- _INPUT MATERIAL_

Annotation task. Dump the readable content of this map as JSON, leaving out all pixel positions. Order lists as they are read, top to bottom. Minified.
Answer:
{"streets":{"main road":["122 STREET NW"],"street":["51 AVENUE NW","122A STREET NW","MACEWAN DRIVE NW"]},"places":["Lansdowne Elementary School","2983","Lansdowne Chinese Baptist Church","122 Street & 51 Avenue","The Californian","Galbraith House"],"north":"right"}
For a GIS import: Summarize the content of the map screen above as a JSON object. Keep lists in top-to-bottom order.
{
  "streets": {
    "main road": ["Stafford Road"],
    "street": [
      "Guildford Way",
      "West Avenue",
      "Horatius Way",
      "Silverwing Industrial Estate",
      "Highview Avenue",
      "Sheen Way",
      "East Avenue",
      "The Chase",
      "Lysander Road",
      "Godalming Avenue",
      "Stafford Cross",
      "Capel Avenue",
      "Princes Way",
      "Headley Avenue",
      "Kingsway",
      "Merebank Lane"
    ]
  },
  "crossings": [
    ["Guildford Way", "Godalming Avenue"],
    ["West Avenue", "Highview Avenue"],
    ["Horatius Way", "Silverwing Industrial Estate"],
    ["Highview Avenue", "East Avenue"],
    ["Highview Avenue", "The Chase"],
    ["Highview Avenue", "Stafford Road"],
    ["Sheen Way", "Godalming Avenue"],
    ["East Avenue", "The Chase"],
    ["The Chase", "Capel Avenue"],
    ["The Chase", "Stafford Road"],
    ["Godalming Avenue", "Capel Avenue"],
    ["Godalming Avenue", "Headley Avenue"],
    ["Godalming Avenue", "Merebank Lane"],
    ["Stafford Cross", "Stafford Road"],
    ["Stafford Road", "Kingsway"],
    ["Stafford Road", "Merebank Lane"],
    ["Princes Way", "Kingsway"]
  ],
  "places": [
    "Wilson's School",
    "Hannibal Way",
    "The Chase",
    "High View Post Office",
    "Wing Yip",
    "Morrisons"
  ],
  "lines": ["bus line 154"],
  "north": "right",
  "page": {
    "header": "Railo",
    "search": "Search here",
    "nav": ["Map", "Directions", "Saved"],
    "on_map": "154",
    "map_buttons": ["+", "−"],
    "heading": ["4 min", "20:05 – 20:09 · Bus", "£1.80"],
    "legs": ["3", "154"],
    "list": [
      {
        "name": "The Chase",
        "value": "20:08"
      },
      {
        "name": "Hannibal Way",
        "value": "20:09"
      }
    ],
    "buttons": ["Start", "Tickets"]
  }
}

==

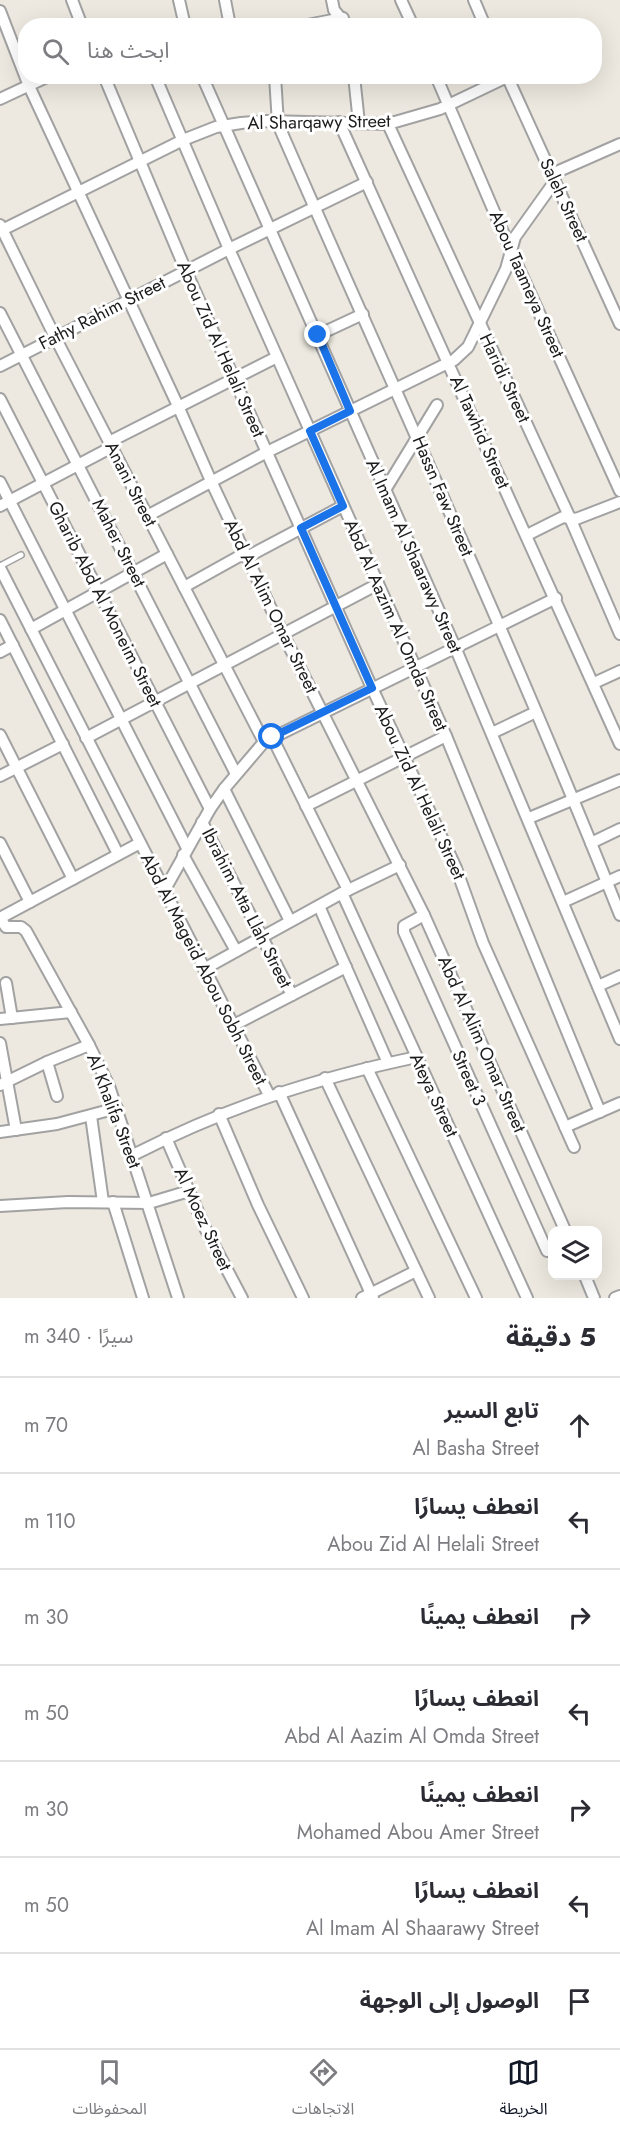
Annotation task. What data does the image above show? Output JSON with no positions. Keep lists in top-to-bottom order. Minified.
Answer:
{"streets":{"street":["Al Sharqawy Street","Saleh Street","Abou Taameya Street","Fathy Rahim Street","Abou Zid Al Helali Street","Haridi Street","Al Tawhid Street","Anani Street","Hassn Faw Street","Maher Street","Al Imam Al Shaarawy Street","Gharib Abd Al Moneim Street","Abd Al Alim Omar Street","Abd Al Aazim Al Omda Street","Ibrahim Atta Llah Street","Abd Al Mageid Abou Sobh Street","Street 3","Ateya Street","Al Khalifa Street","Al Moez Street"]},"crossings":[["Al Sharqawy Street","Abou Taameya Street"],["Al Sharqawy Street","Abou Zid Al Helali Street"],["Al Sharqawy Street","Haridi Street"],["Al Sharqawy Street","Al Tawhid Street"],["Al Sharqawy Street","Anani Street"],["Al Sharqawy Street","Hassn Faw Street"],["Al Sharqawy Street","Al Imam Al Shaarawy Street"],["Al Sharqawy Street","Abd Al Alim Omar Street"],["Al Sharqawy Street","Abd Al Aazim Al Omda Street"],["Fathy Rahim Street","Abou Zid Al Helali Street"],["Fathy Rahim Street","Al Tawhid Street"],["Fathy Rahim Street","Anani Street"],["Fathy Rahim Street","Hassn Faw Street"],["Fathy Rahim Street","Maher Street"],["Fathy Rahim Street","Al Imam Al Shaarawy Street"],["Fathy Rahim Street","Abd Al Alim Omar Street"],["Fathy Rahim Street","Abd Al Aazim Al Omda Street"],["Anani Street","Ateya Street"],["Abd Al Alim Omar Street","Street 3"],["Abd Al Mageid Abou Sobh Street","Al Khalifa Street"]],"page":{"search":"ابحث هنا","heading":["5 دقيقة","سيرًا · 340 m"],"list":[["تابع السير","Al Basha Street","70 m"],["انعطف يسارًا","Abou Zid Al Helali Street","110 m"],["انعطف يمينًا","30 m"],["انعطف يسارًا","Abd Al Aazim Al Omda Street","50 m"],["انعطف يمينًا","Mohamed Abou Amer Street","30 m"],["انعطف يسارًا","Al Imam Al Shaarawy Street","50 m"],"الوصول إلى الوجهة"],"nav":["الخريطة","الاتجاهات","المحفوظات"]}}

- _DESCRIPTION OF THE TASK_
In the records above, collect each line with "JSON".

- _WORKED SOLUTION_
Annotation task. Dump the readable content of this map as JSON, leaving out all pixel positions. Order lists as they are read, top to bottom. Minified.
For a GIS import: Summarize the content of the map screen above as a JSON object. Keep lists in top-to-bottom order.
Annotation task. What data does the image above show? Output JSON with no positions. Keep lists in top-to-bottom order. Minified.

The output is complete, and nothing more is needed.